The United Family Embraces Guests’ Evolving Shopping Patterns
United uses its e-commerce platform to connect with guests whose busy lives require something different from a brick-and-mortar grocery store.
“United is known for service – we’ve really hung our hat on that,” explains Sidney Hopper, president of The United Family chain of supermarkets in Texas and New Mexico. Many supermarkets like to make that claim about service — it’s key for any successful retailer, after all — but United backs up its service with history. The company does all it can to continue making guest service its hallmark.
“This was a family owned company for 97 years, and our roots were stores in rural west Texas locations,” Hopper says. “We are much larger now, but we’ve done a great job at continuing that small-town focus on service and understanding how important that is to someone’s experience with us. As a result, our guests are more like our family and friends.”
United operates 95 stores under the banners of United Supermarkets, Market Street, Amigos, Albertsons Market and United Express. Hopper notes this diversity in its offering allows United to meet guests’ needs at the local level and deliver what’s right for the neighborhood. Its size allows it to be nimble, but as a wholly owned subsidiary of Albertsons Companies, United can leverage that relationship to deliver value.
Additionally, the company president began his 30-year career there as one of the chain’s grocery baggers, learning the importance of service on the front lines. “I started as a sacker when I was a sophomore in high school, working into management positions before a brief departure from the grocery business.” he says. “I came back in 1986 as an assistant store manager and worked in several capacities, including regional vice president and later as COO. When the business was acquired by Albertsons in 2014, I had the opportunity to go to Houston to serve as president of Randalls Supermarkets. United Family CEO Robert Taylor was able to bring Sidney back home to United in 2018.
With so much experience in the grocery industry, Hopper understands United’s dedication to guest service remains important, but the company also has to react to guests’ evolving shopping patterns. Its challenge is to maintain the high level of service for which it is known, while also remaining competitive in today’s market.
“With traditional shopping patterns of the past, one retailer met most of a person’s or family’s needs,” he says. “Today, most guests get their needs met using five or six different avenues, with a combination of brick-and-mortar locations and online shopping. The challenge for all of us is to find out what things we can do to address how fragmented shopping is today.
“We focused on having a successful e-commerce platform, and between that and our brick-and-mortar locations, we try to stand out in a competitive market and stay above the noise to meet the needs of our guests.”
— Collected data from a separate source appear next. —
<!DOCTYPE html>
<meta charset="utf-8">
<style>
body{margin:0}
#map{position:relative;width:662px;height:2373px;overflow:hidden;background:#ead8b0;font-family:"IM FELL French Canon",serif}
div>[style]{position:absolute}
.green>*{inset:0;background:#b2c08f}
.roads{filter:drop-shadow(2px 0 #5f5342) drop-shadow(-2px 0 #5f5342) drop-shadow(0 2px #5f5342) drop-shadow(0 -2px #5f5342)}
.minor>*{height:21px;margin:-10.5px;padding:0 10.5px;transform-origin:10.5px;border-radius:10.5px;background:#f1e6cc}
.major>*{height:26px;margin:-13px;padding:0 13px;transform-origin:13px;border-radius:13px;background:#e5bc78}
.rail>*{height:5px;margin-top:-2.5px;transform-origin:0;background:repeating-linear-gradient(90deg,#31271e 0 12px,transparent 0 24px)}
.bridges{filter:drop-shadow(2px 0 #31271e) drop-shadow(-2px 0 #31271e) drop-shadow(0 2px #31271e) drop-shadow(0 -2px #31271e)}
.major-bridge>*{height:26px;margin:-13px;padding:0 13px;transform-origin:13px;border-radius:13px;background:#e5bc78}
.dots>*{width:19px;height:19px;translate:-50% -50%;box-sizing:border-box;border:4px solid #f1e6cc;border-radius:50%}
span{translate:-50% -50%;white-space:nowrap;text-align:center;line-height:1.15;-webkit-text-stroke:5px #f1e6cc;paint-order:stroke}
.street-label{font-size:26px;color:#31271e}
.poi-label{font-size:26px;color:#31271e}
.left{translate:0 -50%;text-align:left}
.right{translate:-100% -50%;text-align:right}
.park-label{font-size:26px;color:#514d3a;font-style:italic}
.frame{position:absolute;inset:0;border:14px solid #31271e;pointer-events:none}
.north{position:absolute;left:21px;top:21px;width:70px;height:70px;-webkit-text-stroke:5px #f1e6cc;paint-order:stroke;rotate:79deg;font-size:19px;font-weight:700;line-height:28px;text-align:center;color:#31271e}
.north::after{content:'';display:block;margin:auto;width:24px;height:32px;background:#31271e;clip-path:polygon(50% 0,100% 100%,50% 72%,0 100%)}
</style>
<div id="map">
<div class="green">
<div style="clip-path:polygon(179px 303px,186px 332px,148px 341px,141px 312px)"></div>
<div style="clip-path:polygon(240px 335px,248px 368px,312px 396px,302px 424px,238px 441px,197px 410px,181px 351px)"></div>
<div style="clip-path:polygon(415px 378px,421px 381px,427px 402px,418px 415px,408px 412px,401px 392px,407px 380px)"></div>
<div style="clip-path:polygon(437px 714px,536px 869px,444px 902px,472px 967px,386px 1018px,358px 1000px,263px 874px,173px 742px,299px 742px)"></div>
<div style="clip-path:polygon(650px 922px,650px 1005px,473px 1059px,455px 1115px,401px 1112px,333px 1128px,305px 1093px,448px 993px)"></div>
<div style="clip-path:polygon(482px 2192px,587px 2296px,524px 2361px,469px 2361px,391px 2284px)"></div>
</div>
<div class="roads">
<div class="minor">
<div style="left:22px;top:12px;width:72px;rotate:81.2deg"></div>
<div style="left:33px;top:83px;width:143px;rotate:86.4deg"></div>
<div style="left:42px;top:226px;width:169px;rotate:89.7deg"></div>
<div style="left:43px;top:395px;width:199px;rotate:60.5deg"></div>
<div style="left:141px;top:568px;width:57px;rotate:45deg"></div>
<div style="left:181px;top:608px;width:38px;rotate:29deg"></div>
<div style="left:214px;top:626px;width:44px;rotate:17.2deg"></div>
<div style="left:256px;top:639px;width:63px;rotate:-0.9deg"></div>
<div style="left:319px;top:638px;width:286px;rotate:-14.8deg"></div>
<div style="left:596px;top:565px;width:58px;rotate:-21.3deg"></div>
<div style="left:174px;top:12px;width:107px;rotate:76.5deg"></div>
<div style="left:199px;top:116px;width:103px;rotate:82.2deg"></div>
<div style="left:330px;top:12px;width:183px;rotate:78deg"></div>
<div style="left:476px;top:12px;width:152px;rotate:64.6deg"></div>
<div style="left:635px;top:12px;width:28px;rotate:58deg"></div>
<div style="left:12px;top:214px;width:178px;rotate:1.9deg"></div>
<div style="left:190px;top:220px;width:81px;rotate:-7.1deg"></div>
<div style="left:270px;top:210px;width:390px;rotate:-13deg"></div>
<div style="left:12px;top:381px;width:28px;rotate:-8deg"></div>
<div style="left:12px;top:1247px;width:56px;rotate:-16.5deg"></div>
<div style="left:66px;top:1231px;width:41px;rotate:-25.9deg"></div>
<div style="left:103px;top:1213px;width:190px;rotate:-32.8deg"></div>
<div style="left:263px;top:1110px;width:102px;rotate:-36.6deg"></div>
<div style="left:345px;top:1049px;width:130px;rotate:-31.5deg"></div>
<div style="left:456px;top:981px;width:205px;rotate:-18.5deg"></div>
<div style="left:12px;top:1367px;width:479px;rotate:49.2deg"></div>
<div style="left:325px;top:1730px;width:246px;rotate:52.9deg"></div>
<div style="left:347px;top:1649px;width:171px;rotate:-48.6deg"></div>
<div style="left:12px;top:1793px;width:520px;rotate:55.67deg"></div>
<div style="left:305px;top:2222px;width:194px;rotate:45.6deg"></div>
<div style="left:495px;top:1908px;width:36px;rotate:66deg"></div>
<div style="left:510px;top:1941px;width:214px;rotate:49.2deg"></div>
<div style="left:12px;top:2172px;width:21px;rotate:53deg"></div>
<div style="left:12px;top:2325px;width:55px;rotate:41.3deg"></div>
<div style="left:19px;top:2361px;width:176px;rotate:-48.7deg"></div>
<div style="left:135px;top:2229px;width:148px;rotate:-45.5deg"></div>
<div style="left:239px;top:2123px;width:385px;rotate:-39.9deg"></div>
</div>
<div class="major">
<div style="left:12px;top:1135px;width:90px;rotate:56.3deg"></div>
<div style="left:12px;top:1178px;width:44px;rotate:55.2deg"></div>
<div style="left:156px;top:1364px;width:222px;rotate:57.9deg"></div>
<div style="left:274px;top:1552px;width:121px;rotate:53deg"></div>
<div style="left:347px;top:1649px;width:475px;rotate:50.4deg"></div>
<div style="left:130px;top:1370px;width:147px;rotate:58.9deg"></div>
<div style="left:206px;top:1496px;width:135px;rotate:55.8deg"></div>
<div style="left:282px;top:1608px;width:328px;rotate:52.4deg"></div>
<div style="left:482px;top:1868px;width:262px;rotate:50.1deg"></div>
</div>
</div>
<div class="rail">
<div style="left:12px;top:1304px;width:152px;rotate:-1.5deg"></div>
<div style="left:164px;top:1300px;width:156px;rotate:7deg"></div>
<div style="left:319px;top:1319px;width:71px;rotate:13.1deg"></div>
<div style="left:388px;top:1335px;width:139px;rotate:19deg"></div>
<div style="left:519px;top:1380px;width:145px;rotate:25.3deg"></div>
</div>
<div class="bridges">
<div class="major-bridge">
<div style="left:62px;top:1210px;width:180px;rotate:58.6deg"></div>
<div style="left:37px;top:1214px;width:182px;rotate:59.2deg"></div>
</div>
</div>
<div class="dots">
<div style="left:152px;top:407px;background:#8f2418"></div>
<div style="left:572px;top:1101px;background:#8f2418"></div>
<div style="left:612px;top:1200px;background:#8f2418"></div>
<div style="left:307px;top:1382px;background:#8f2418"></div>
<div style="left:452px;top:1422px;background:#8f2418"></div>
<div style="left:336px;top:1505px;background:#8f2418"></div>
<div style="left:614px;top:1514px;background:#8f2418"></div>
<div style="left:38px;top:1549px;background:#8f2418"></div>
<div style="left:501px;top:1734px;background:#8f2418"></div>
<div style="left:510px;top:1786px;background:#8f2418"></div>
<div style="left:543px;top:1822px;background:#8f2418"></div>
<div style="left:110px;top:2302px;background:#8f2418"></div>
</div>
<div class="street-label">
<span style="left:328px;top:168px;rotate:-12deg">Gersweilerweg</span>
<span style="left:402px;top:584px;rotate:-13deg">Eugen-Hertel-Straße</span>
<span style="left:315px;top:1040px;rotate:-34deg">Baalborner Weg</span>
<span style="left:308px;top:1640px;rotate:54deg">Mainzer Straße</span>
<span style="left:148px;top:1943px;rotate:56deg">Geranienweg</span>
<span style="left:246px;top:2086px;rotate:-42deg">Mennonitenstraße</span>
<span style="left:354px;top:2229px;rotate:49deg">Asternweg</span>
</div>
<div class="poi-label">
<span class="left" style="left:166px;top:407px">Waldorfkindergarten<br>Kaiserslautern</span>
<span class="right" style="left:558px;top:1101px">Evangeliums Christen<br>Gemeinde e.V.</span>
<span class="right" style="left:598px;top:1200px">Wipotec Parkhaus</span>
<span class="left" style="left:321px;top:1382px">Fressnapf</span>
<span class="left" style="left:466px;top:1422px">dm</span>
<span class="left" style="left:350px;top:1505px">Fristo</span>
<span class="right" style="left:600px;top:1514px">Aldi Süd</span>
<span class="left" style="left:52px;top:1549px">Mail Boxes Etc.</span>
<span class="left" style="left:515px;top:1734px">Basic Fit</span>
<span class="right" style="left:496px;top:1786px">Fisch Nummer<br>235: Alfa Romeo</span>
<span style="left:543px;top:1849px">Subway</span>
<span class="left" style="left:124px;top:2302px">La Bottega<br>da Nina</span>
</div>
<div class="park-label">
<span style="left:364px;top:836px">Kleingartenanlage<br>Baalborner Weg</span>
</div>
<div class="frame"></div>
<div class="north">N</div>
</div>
United uses its e-commerce platform to connect with guests whose busy lives require something different from a brick-and-mortar grocery store. The Albertsons Market, Market Street and United Supermarkets banners all offer online grocery shopping, where guests can shop 24 hours a day and then pick up their orders curbside or arrange to have them delivered to their homes or offices. It’s a $30 minimum for pickup or delivery orders. Same-day delivery and pick-up service is available, and guests can place orders for friends or family who live in other towns, as long as they are in the United service area.
“It’s about building a relationship,” Hopper says. “We use our technology and digital platforms to be more one-on-one in meeting guests’ needs. Technology is a huge part of people’s lives, and viewership of the weekly print ad is declining, so we have to engage with guests and provide incentives that are relevant to them. There are so many unique preferences that people have, and we want them to tell us what promotions interest them. We are developing that program now. We have a rewards program, but we think we can improve the experience by having a one-on-one connection.”
United may be investing more in its technology, but its commitment to service extends outside of the walls of its brick-and-mortar locations in other ways, as well. Regarding sustainability, United’s green initiatives involve reducing its consumption of single-use plastics, switching to energy-efficient lighting, hosting recycling opportunities in local communities and only putting fully stocked trucks on the road.
“We are really collectively focused on sustainability,” Hopper says. “This year, we have committed to look at every part of our business to keep that top of mind as we go forward. But this isn’t totally new for us. We’ve encouraged guests to bring reusable bags by giving them a five-cent credit for every one they use. We’ve been doing that for 15 years.”
United also serves its communities with the help of its UCrew and A-Team volunteers. These programs allow team member to connect with causes in the areas where they live through events such as food drives, cleaning up local highways and volunteering in schools. Since 2014, team members have donated almost 70,000 hours of service to local charities. CEO Robert Taylor says community leadership is an expectation and responsibility of store leadership. “The grocery store is the gathering place for many of our communities. We want our team members to be involved in the community, lending their skills to help make their community better,” Taylor said.
“People want to work for a company that invests in them personally and invests in the community,” Hopper says. “The stores work around team members’ schedules to do this, and leadership participates, too.
“One thing that has really helped us sustain our culture is that we have a lot of tenure in our company, from CEO Robert Taylor to the front line” he notes. “This continuity is important because these are the people taking care of our guests.”